- Action item:
Only the lines from the beginning of the entries through the one with "ctx.lineJoin = 'round';" should be written out, please, exactly and without any pictures.

- Material to process:

####

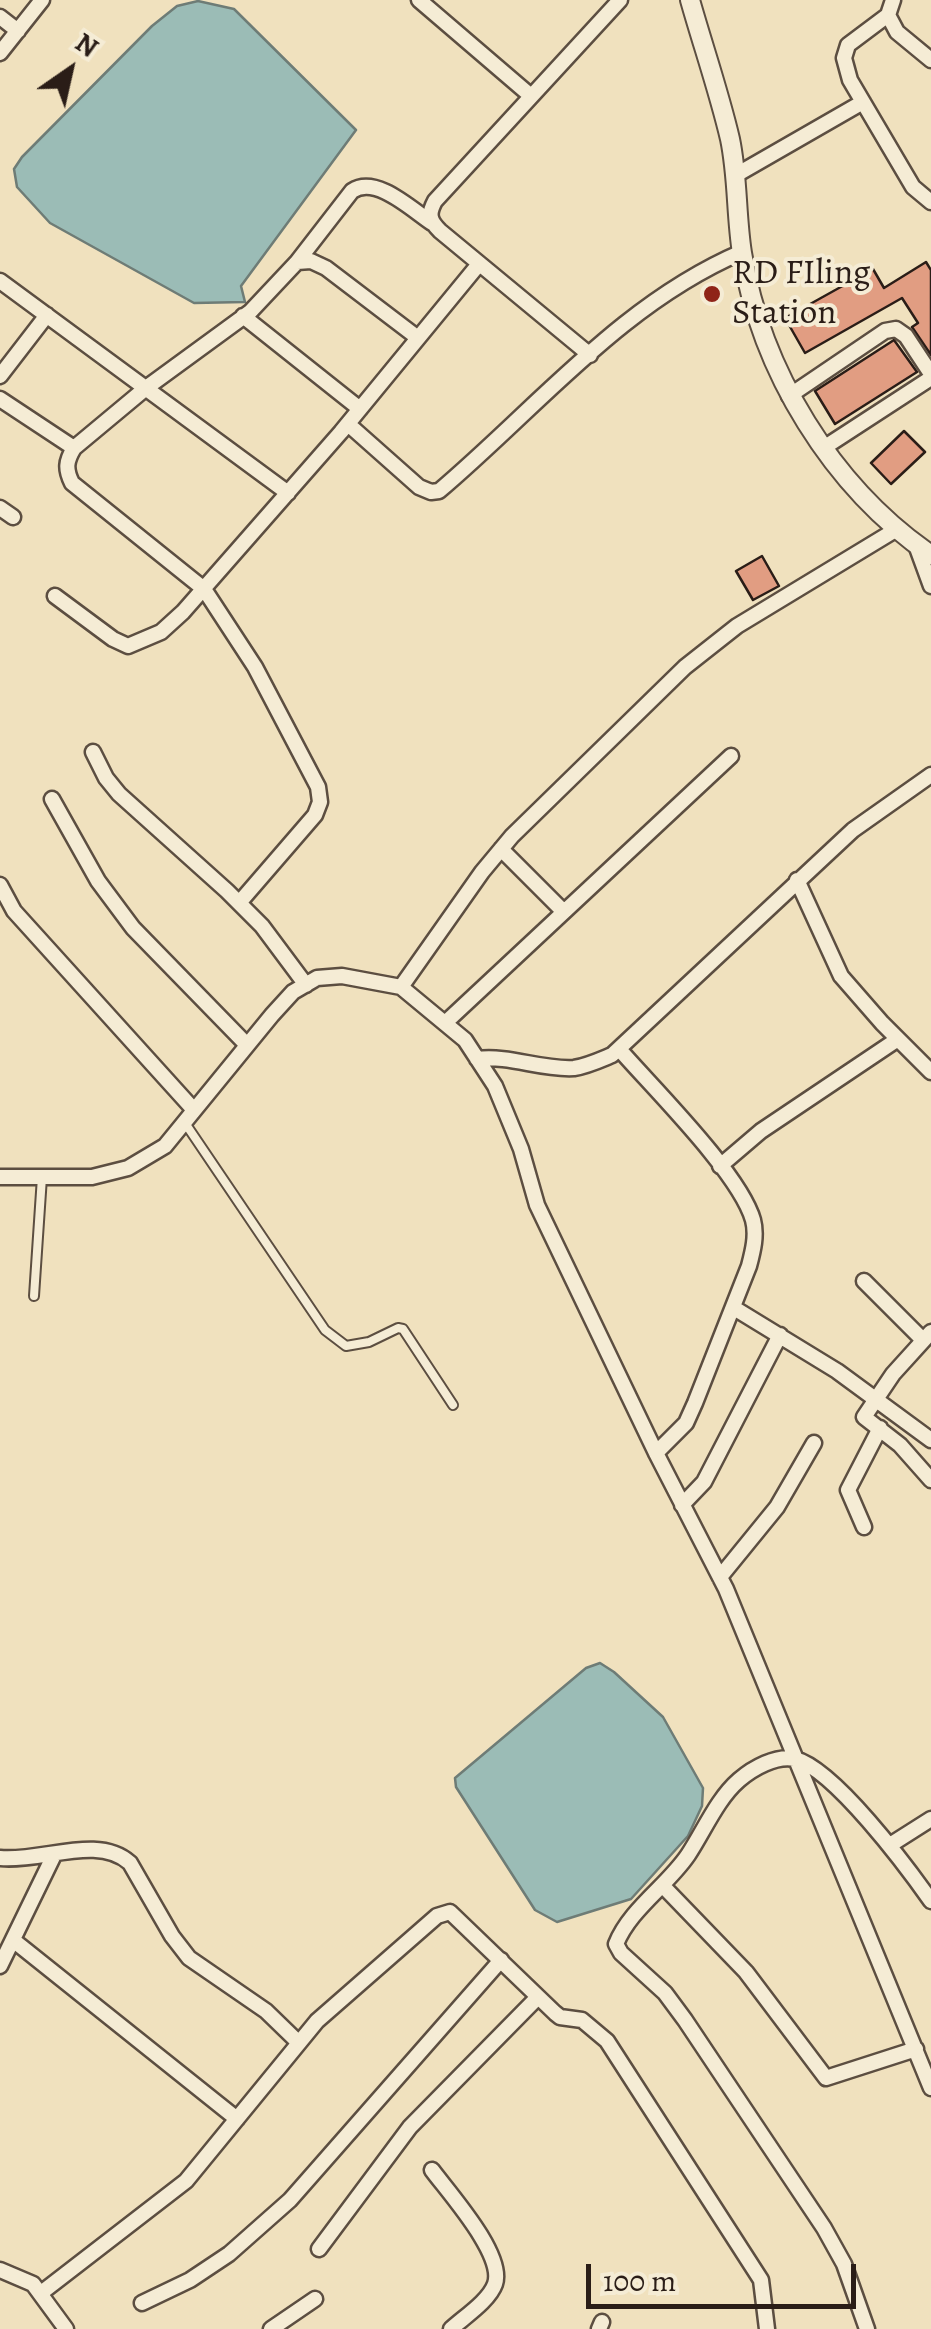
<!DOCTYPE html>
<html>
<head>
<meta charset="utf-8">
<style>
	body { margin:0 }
	#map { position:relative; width:931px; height:2329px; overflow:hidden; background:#f0e1be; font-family:Alegreya,serif }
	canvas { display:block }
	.north { position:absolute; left:20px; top:20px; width:100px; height:100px; -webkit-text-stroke:8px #f5ecd5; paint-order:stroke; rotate:34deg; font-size:28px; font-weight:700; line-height:40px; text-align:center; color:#2a1d17 }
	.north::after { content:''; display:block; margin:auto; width:35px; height:45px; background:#2a1d17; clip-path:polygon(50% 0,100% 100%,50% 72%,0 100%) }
	.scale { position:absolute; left:586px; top:2264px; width:270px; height:45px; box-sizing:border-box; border:5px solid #2a1d17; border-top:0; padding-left:12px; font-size:30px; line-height:35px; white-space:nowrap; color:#2a1d17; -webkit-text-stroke:8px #f5ecd5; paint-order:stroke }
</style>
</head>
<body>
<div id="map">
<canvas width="931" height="2329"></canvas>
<div class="north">N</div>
<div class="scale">100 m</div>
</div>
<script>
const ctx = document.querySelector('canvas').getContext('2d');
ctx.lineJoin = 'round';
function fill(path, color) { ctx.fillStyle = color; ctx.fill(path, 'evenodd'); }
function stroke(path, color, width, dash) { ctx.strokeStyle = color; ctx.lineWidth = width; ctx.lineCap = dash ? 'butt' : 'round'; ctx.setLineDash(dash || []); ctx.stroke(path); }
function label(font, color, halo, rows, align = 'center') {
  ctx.font = font + ' Alegreya,serif'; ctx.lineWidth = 8; ctx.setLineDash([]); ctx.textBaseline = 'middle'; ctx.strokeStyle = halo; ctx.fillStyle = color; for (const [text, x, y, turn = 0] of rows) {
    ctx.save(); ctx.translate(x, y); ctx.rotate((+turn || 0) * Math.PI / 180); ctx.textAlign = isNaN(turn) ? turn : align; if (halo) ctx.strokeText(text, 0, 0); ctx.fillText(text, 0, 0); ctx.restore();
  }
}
const water = new Path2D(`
	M198,1L234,9L356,130L241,286L245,302L194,303L50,223L17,187L14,169L22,157L152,26L177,6Z
	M600,1663L614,1672L663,1717L703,1788L702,1806L688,1836L631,1899L557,1922L535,1910L456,1787L455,1778L586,1668Z`);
fill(water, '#9bbcb6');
stroke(water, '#6e7c76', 2.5);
const building = new Path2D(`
	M926,262L931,270V355L912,327L918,323L902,298L805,353L785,318L873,269L884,288Z
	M894,340L917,372L835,424L815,391Z
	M904,431L925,452L891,484L871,463Z
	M762,556L779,586L753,600L736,571Z`);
fill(building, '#e19d82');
stroke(building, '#2a1d17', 2.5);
const service = new Path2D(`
	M185,1123L325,1330L346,1346L369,1342L398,1328L403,1329L453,1405
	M34,1296L42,1177`);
const minor = new Path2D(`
	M419,0L531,96
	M893,0L888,15L897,32L931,60
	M888,15L848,45L844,58L850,80L913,187L931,202
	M0,17L18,31
	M0,53L42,0
	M736,175L863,102
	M297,262L352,191C376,175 411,209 432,223
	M0,281L288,493
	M243,316L360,409
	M590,355L440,231C429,220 428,214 435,201L620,0
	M0,376L47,315
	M789,396L885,331L896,329L906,336L931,374
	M0,399L74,448
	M348,424L419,487L431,492L439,491C537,408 622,303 742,252
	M825,447L931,378
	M0,508L13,517
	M916,545L931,586
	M55,596L113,639L128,646L161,632L183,612L341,432L479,264
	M93,752L106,778L119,794L227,891L262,926L306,985
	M52,799L98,881L133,928L247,1045
	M501,849L563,911
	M797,880L841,976L882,1023L931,1072
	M0,885L14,911L194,1110
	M239,903L315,815L320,802L318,787L255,667L204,589L72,483C65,469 66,461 74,448L146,388L250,312L297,262L311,261L326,268L418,338
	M401,987L482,872L512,836L685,667L737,626L897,529
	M445,1023L731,756
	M620,1050C654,1089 740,1174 753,1220C757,1235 753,1251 749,1266L695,1403L686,1423L656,1453
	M477,1059C511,1055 540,1070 574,1068C587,1066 600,1060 612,1055L853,830L931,775
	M720,1166L761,1131L898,1039
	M0,1177H92L128,1168L165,1146L272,1015L293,992L317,978L342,976L401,987L465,1040L495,1086L521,1149L537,1205L656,1453L726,1589L931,2088
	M864,1281L923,1340
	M734,1308L837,1371L931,1440
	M931,1332L893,1374L864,1417L900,1445L931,1480
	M682,1505L704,1482L780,1335
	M864,1527L848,1490L880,1428
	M720,1577L777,1507L814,1443
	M890,1845L931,1819
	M0,1858C43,1862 98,1834 130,1863L172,1936L189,1958L266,2011L299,2043
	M663,1886L746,1972L826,2078L916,2049
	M13,1940L237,2119
	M0,1966L54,1855
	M432,2170C449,2193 505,2255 495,2284C489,2301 464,2317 451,2329
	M319,2249L410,2127L538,1997
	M0,2270L33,2284L66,2329
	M41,2293L186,2181L317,2021L437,1916L450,1912L555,2013L560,2017L582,2020L607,2041L761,2280L767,2329
	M142,2303L190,2280L229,2254L290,2200L501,1960
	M271,2329L315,2299
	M599,2329L602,2322
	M867,2329L844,2264L824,2228L685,2020L665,1993L621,1953L616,1944C630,1909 667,1886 688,1855C704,1831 717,1799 739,1780C753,1768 776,1755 795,1759C834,1769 907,1867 931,1901`);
const tertiary = new Path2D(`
	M690,0C703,46 719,92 730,139C738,177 736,215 742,253C761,371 832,487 931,555`);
stroke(service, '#5c4e41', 12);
stroke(minor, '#5c4e41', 19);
stroke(tertiary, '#5c4e41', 22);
stroke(service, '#f5ecd5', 8);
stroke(minor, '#f5ecd5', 14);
stroke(tertiary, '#f5ecd5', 18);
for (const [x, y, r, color] of [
	[712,294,10,"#8f2418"]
]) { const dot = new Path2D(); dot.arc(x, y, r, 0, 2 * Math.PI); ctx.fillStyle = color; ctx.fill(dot); stroke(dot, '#f5ecd5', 4); }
label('35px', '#2a1d17', '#f5ecd5', [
	["RD FIling",732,274],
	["Station",732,314]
], 'left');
</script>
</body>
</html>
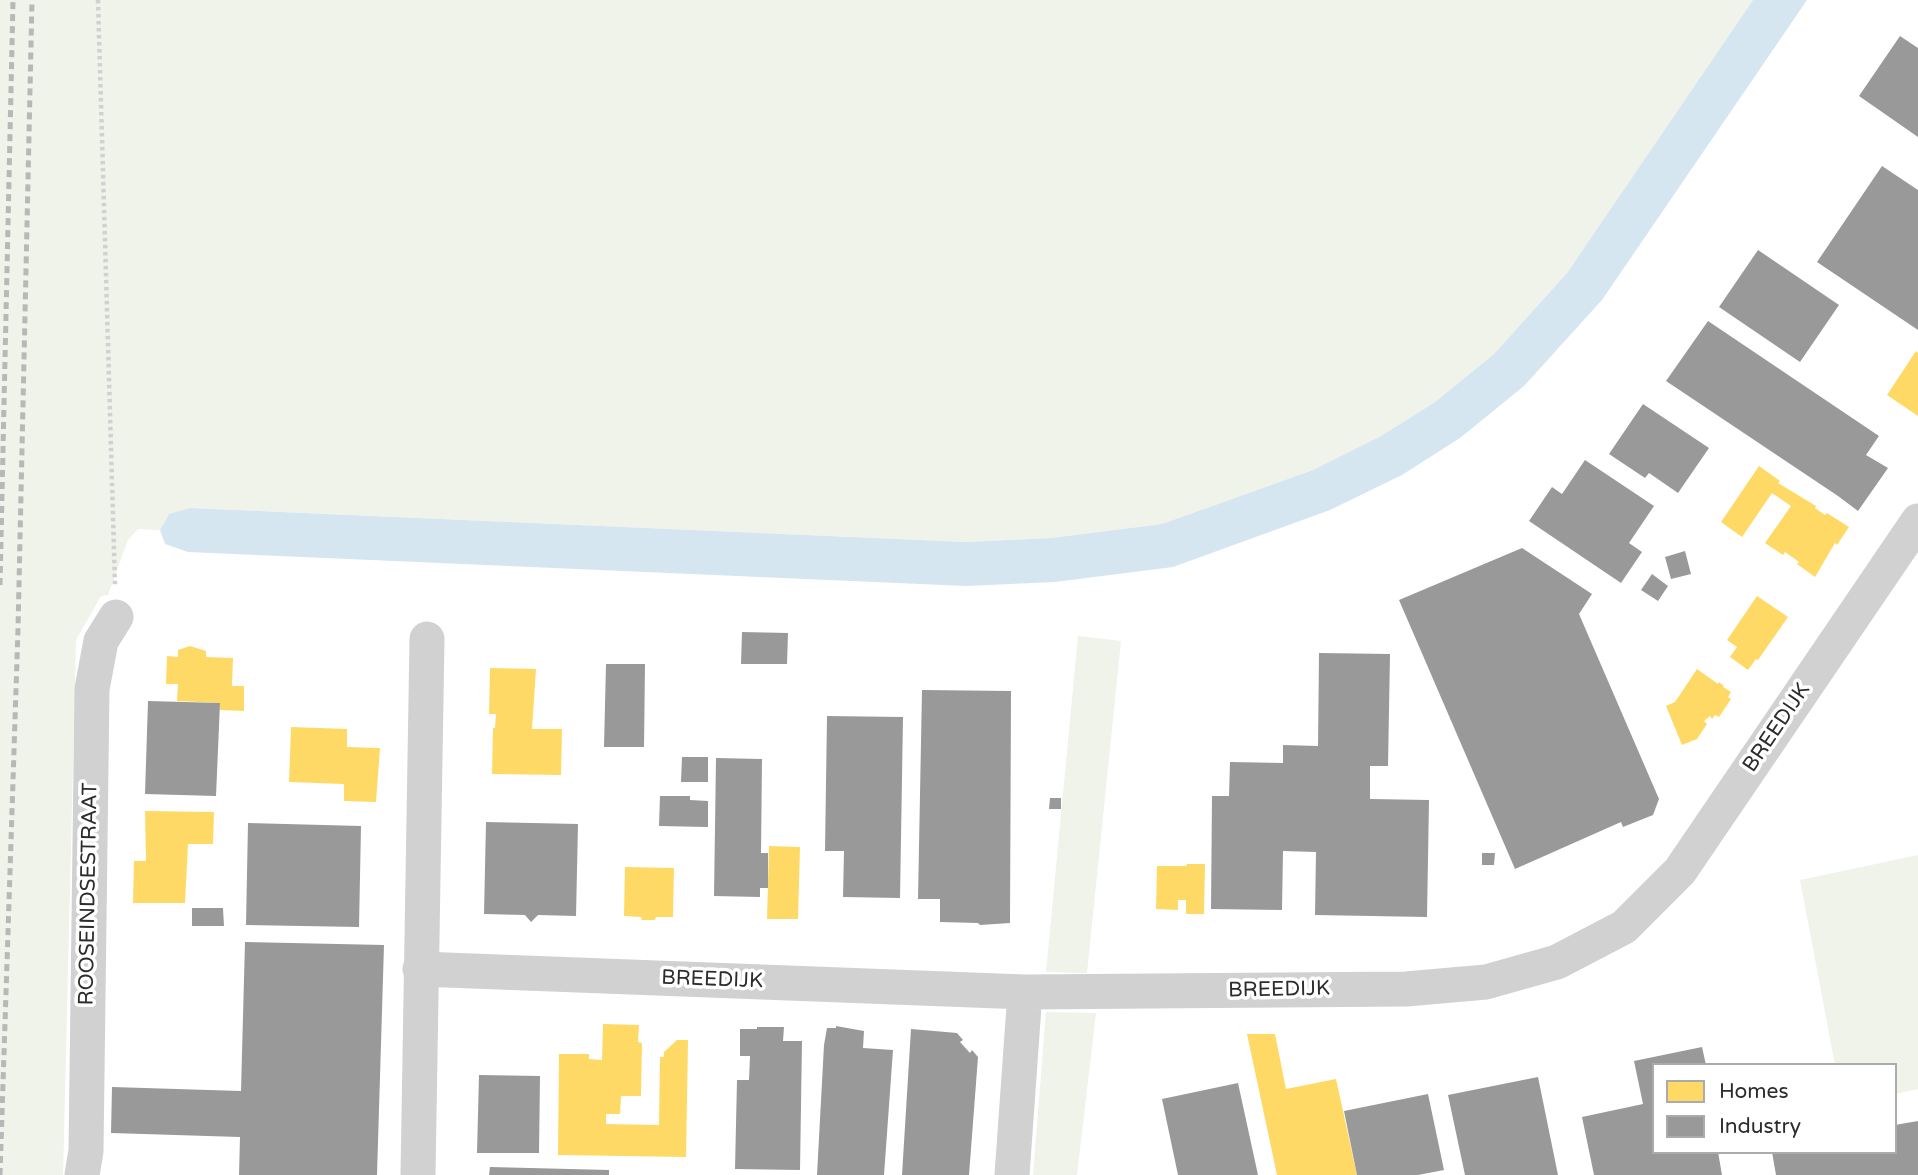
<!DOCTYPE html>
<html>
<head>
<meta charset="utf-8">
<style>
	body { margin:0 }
	#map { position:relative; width:1918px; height:1175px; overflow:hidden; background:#fff; font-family:"Varela Round",sans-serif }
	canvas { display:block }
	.legend { position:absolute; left:1652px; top:1063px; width:245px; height:91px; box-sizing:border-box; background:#fff; border:2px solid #ababab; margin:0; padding:9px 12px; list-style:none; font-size:21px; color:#2c2c2c }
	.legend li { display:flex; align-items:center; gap:14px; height:35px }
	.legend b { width:35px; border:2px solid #ababab }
</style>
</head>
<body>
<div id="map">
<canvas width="1918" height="1175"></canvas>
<ul class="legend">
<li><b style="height:19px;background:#ffd966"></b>Homes</li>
<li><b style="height:19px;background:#999"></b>Industry</li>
</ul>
</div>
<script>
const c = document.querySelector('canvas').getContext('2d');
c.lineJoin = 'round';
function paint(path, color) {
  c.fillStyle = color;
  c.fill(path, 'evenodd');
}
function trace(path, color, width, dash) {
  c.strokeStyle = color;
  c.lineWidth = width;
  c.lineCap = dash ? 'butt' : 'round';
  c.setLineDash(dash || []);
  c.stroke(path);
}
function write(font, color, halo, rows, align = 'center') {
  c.font = font + ' "Varela Round",sans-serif';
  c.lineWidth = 7;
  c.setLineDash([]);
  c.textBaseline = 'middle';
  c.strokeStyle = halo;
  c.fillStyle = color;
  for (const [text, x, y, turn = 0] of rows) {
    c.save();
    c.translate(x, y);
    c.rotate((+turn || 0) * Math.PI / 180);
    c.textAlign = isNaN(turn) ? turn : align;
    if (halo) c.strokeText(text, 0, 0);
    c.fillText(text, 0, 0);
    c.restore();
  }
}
paint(new Path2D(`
	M 0,0 L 1753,0 L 1567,273 L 1494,354 L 1435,402 L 1381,436 L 1313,470 L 1162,524 L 1051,538 L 966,542 L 191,508 L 169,514 L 160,530 L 138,529 L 128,540 L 108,595 L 101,596 L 76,640 L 63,1175 L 0,1175 Z
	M 1078,636 L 1121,641 L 1087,973 L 1046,972 Z
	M 1918,855 L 1918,1089 L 1895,1094 L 1895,1065 L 1835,1065 L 1800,880 Z
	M 1046,1012 L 1096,1013 L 1077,1175 L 1033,1175 Z`), '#eff3ea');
paint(new Path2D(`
	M 1753,0 L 1807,0 L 1602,300 L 1524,386 L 1460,438 L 1402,475 L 1330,510 L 1173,567 L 1055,582 L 966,586 L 188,552 L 165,544 L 160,530 L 169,514 L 190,508 L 966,542 L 1051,538 L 1162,524 L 1313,470 L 1381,436 L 1435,402 L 1494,354 L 1567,273 Z`), '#d6e6f0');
paint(new Path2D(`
	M 1916,351 L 1918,353 L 1918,416 L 1887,395 Z
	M 1759,466 L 1780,481 L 1778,483 L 1816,506 L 1815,508 L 1825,515 L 1827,513 L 1849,527 L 1837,545 L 1835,543 L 1815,577 L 1797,564 L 1799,562 L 1785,552 L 1783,555 L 1765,543 L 1791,506 L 1772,493 L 1742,537 L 1721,522 Z
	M 1757,596 L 1788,617 L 1758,660 L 1756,659 L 1748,670 L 1730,657 L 1737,647 L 1727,640 Z
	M 190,646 L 206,651 L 206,657 L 233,658 L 232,686 L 244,686 L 244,711 L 220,710 L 220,703 L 177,701 L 178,684 L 166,684 L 167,656 L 178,657 L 178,650 Z
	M 490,668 L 536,669 L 532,729 L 562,729 L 561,775 L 492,774 L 493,728 L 495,728 L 496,714 L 489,714 Z
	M 1697,669 L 1718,684 L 1719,682 L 1724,686 L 1723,687 L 1731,692 L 1728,697 L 1731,699 L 1719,717 L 1715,715 L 1712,719 L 1710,716 L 1704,721 L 1707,724 L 1697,739 L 1682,745 L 1666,706 L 1675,702 Z
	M 291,727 L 347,729 L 347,747 L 380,748 L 376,802 L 344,801 L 344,784 L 289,782 Z
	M 145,811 L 214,812 L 213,844 L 188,844 L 185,903 L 133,903 L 134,861 L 146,861 Z
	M 769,846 L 800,847 L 798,919 L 767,919 Z
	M 1187,864 L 1205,864 L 1204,914 L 1186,914 L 1186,900 L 1178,900 L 1178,910 L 1156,909 L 1157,866 L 1186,866 Z
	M 625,867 L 674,868 L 673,917 L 656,917 L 655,920 L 642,920 L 641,917 L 624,916 Z
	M 603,1024 L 639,1025 L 638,1042 L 642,1043 L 641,1096 L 621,1096 L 620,1114 L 606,1114 L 606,1124 L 659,1125 L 660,1057 L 664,1057 L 664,1052 L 677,1040 L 688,1040 L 686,1157 L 558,1155 L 559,1054 L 589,1054 L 589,1059 L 602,1060 Z
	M 1247,1034 L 1275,1034 L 1286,1089 L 1336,1079 L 1357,1175 L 1277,1175 Z`), '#ffd966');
paint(new Path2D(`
	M 1900,36 L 1918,48 L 1918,137 L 1859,96 Z
	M 1882,166 L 1918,190 L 1918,330 L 1817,262 Z
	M 1758,250 L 1839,305 L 1800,362 L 1719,307 Z
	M 1708,321 L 1879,436 L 1866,455 L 1888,468 L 1858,511 L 1838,496 L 1666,381 Z
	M 1643,404 L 1709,448 L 1678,493 L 1649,473 L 1645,478 L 1609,454 Z
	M 1585,460 L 1654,506 L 1629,543 L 1642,552 L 1621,583 L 1529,521 L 1552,487 L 1562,494 Z
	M 1522,548 L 1592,594 L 1579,614 L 1659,799 L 1653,815 L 1623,827 L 1621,822 L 1515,869 L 1399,600 Z
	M 1685,551 L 1691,574 L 1671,579 L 1665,557 Z
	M 1652,574 L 1668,586 L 1658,601 L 1641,590 Z
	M 742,632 L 788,633 L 787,664 L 741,664 Z
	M 1319,653 L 1390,654 L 1388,766 L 1370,766 L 1370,799 L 1429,800 L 1427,917 L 1315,915 L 1316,852 L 1283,851 L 1282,910 L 1211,909 L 1212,796 L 1229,796 L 1230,762 L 1283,763 L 1283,745 L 1318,746 Z
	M 606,664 L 645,664 L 644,747 L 604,747 Z
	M 922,690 L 1011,691 L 1010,923 L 980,925 L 978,923 L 940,922 L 940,899 L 918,899 Z
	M 148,701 L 220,703 L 216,796 L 145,794 Z
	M 827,716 L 903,717 L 900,898 L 843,897 L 844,851 L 825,851 Z
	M 682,757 L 708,757 L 708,782 L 681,782 Z
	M 716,758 L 762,759 L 761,853 L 768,853 L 768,888 L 760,888 L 760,897 L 714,896 Z
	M 660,796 L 690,796 L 690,800 L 708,801 L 708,827 L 659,826 Z
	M 1050,798 L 1061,798 L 1061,809 L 1049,809 Z
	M 486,822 L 578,824 L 576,916 L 538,915 L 531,922 L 525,915 L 484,914 Z
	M 248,823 L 361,826 L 359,927 L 246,925 Z
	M 1482,853 L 1495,853 L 1494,865 L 1482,865 Z
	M 192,908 L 223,908 L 224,926 L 192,926 Z
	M 245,942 L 384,945 L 377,1175 L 239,1175 L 240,1137 L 111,1133 L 112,1087 L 241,1091 Z
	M 836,1026 L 864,1031 L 863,1048 L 893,1050 L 884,1175 L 817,1175 L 824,1045 L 827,1028 L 836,1028 Z
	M 757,1027 L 784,1027 L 783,1041 L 802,1041 L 800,1170 L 735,1169 L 737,1080 L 749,1080 L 750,1056 L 740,1056 L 740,1029 L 757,1029 Z
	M 911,1029 L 957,1033 L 963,1040 L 960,1042 L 970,1053 L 972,1050 L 978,1057 L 969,1175 L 902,1175 Z
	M 1702,1047 L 1706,1065 L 1654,1065 L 1654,1152 L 1718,1152 L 1722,1175 L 1594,1175 L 1582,1117 L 1643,1104 L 1634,1061 Z
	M 479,1075 L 540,1076 L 539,1153 L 477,1153 Z
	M 1538,1077 L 1558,1175 L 1465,1175 L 1448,1095 Z
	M 1238,1083 L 1258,1175 L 1178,1175 L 1162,1099 Z
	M 1428,1094 L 1444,1170 L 1418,1175 L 1357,1175 L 1344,1111 Z
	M 1918,1121 L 1918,1175 L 1776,1175 L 1772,1152 L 1895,1152 L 1895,1125 Z
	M 490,1167 L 609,1170 L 609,1175 L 489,1175 Z`), '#999');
trace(new Path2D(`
	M 98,0 L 115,585`), '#d1d1d1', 4.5, [3.5, 3.5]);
trace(new Path2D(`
	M 420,969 L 1025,992 L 1406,989 L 1486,982 L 1557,962 L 1624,927 L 1680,871 L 1918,521
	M 82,1175 L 86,1151 L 92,689 L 101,641 L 116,617
	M 418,1175 L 427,639
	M 1012,1175 L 1025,992`), '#d1d1d1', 35);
trace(new Path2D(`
	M 0,585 L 13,0
	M 0,1175 L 18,629 L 32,0`), '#b8b8b8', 5, [7, 5]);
write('21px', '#2c2c2c', '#fff', [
	["BREEDIJK",1777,728,-56],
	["ROOSEINDSESTRAAT",89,894,-89],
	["BREEDIJK",712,980,2],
	["BREEDIJK",1279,990,-1]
]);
</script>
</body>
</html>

####

- Response:
<!DOCTYPE html>
<html>
<head>
<meta charset="utf-8">
<style>
	body { margin:0 }
	#map { position:relative; width:931px; height:2329px; overflow:hidden; background:#f0e1be; font-family:Alegreya,serif }
	canvas { display:block }
	.north { position:absolute; left:20px; top:20px; width:100px; height:100px; -webkit-text-stroke:8px #f5ecd5; paint-order:stroke; rotate:34deg; font-size:28px; font-weight:700; line-height:40px; text-align:center; color:#2a1d17 }
	.north::after { content:''; display:block; margin:auto; width:35px; height:45px; background:#2a1d17; clip-path:polygon(50% 0,100% 100%,50% 72%,0 100%) }
	.scale { position:absolute; left:586px; top:2264px; width:270px; height:45px; box-sizing:border-box; border:5px solid #2a1d17; border-top:0; padding-left:12px; font-size:30px; line-height:35px; white-space:nowrap; color:#2a1d17; -webkit-text-stroke:8px #f5ecd5; paint-order:stroke }
</style>
</head>
<body>
<div id="map">
<canvas width="931" height="2329"></canvas>
<div class="north">N</div>
<div class="scale">100 m</div>
</div>
<script>
const ctx = document.querySelector('canvas').getContext('2d');
ctx.lineJoin = 'round';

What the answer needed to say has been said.